_TASK INSTRUCTIONS_.
An exact copy of every record is needed, with the pictures left out.

_EXTRACTED RECORDS_.
──────

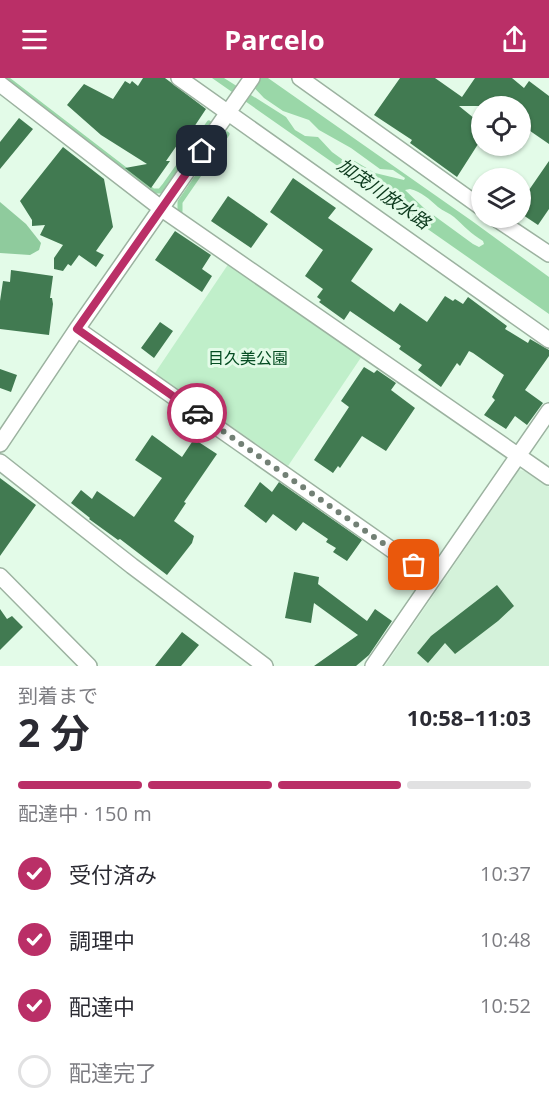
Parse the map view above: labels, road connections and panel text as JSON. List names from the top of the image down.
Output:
{
  "water": ["加茂川放水路"],
  "parks": ["目久美公園"],
  "page": {
    "header": "Parcelo",
    "heading": ["2 分", "到着まで", "10:58–11:03"],
    "bar": "配達中 · 150 m",
    "list": [
      ["受付済み", "10:37"],
      ["調理中", "10:48"],
      ["配達中", "10:52"],
      "配達完了"
    ]
  }
}
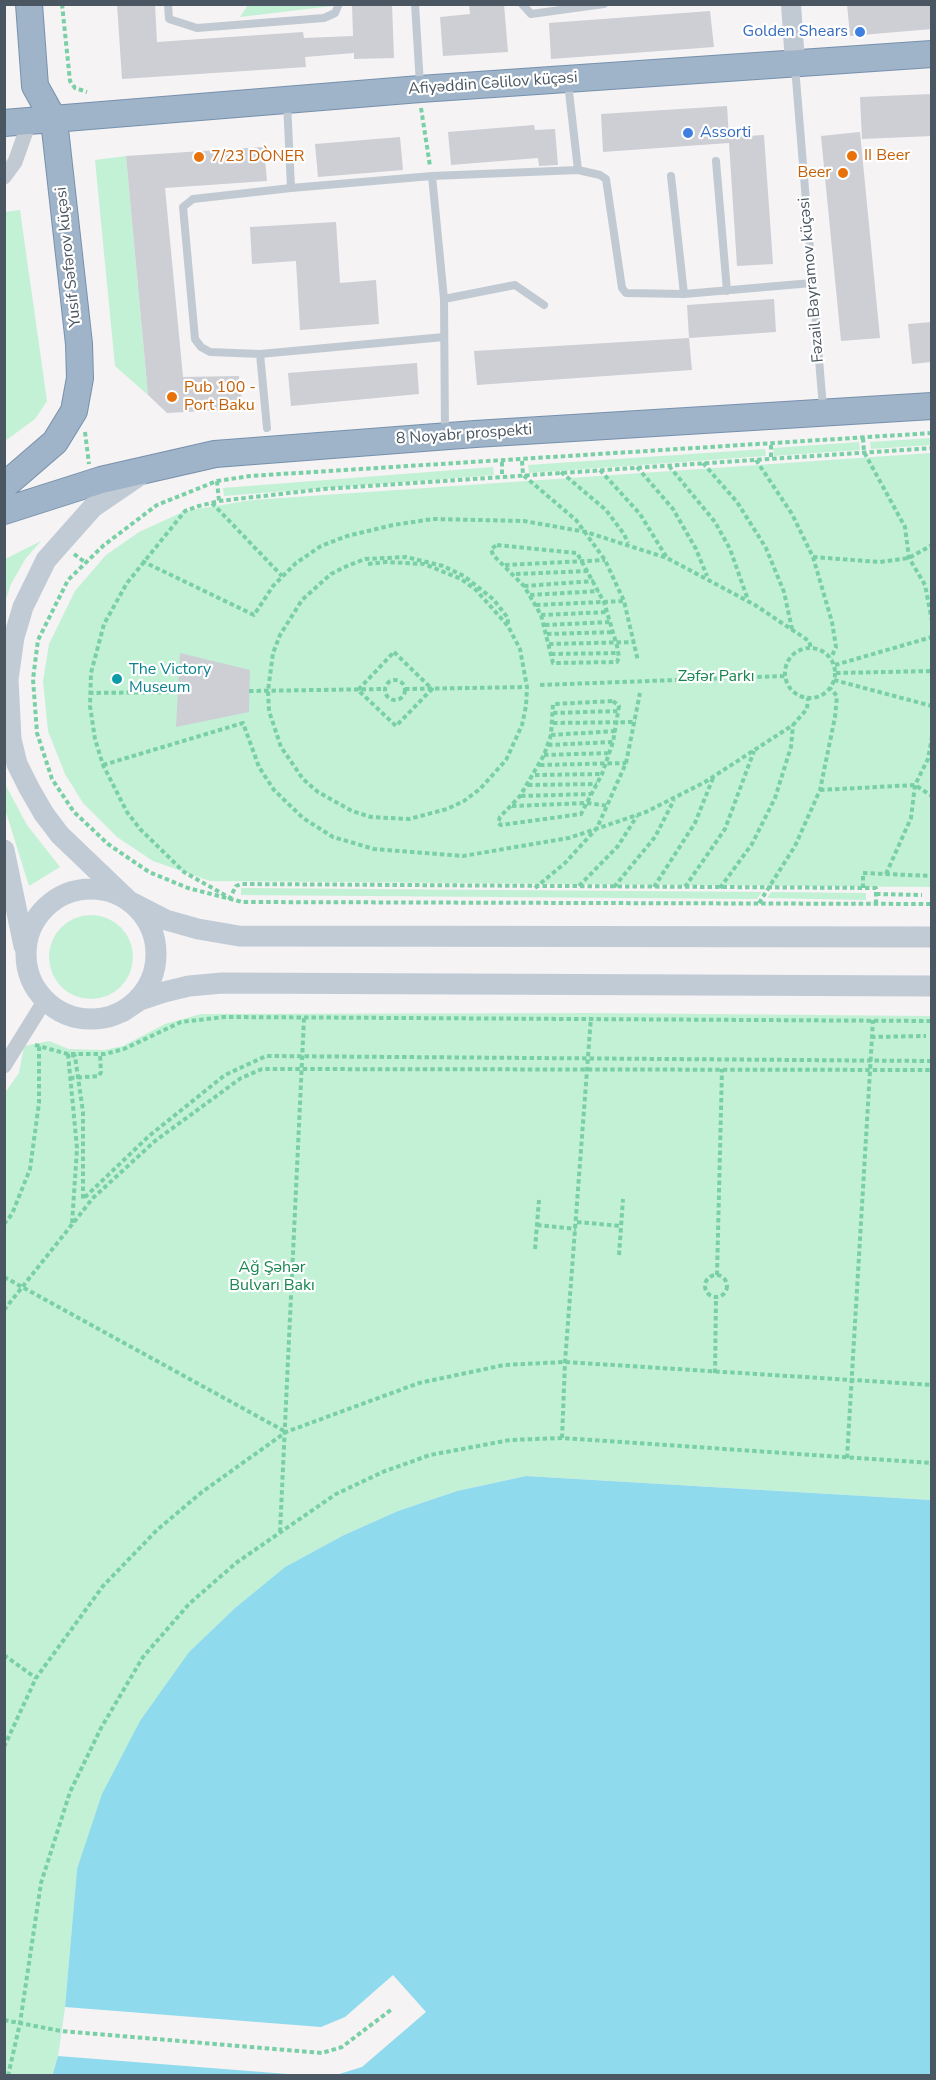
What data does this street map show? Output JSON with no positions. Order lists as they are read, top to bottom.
{
  "streets": {
    "highway": ["Afiyəddin Cəlilov küçəsi", "Yusif Səfərov küçəsi", "8 Noyabr prospekti"],
    "street": ["Fəzail Bayramov küçəsi"]
  },
  "crossings": [
    ["Afiyəddin Cəlilov küçəsi", "Yusif Səfərov küçəsi"],
    ["Afiyəddin Cəlilov küçəsi", "Fəzail Bayramov küçəsi"],
    ["Fəzail Bayramov küçəsi", "8 Noyabr prospekti"]
  ],
  "parks": ["Zəfər Parkı", "Ağ Şəhər Bulvarı Bakı"],
  "places": [
    "Golden Shears",
    "Assorti",
    "II Beer",
    "7/23 DÒNER",
    "Beer",
    "Pub 100 - Port Baku",
    "The Victory Museum"
  ]
}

──────

_EXERCISE RESULT_.
Parse the map view above: labels, road connections and panel text as JSON. List names from the top of the image down.
Output:
{
  "water": ["加茂川放水路"],
  "parks": ["目久美公園"],
  "page": {
    "header": "Parcelo",
    "heading": ["2 分", "到着まで", "10:58–11:03"],
    "bar": "配達中 · 150 m",
    "list": [
      ["受付済み", "10:37"],
      ["調理中", "10:48"],
      ["配達中", "10:52"],
      "配達完了"
    ]
  }
}
What data does this street map show? Output JSON with no positions. Order lists as they are read, top to bottom.
{
  "streets": {
    "highway": ["Afiyəddin Cəlilov küçəsi", "Yusif Səfərov küçəsi", "8 Noyabr prospekti"],
    "street": ["Fəzail Bayramov küçəsi"]
  },
  "crossings": [
    ["Afiyəddin Cəlilov küçəsi", "Yusif Səfərov küçəsi"],
    ["Afiyəddin Cəlilov küçəsi", "Fəzail Bayramov küçəsi"],
    ["Fəzail Bayramov küçəsi", "8 Noyabr prospekti"]
  ],
  "parks": ["Zəfər Parkı", "Ağ Şəhər Bulvarı Bakı"],
  "places": [
    "Golden Shears",
    "Assorti",
    "II Beer",
    "7/23 DÒNER",
    "Beer",
    "Pub 100 - Port Baku",
    "The Victory Museum"
  ]
}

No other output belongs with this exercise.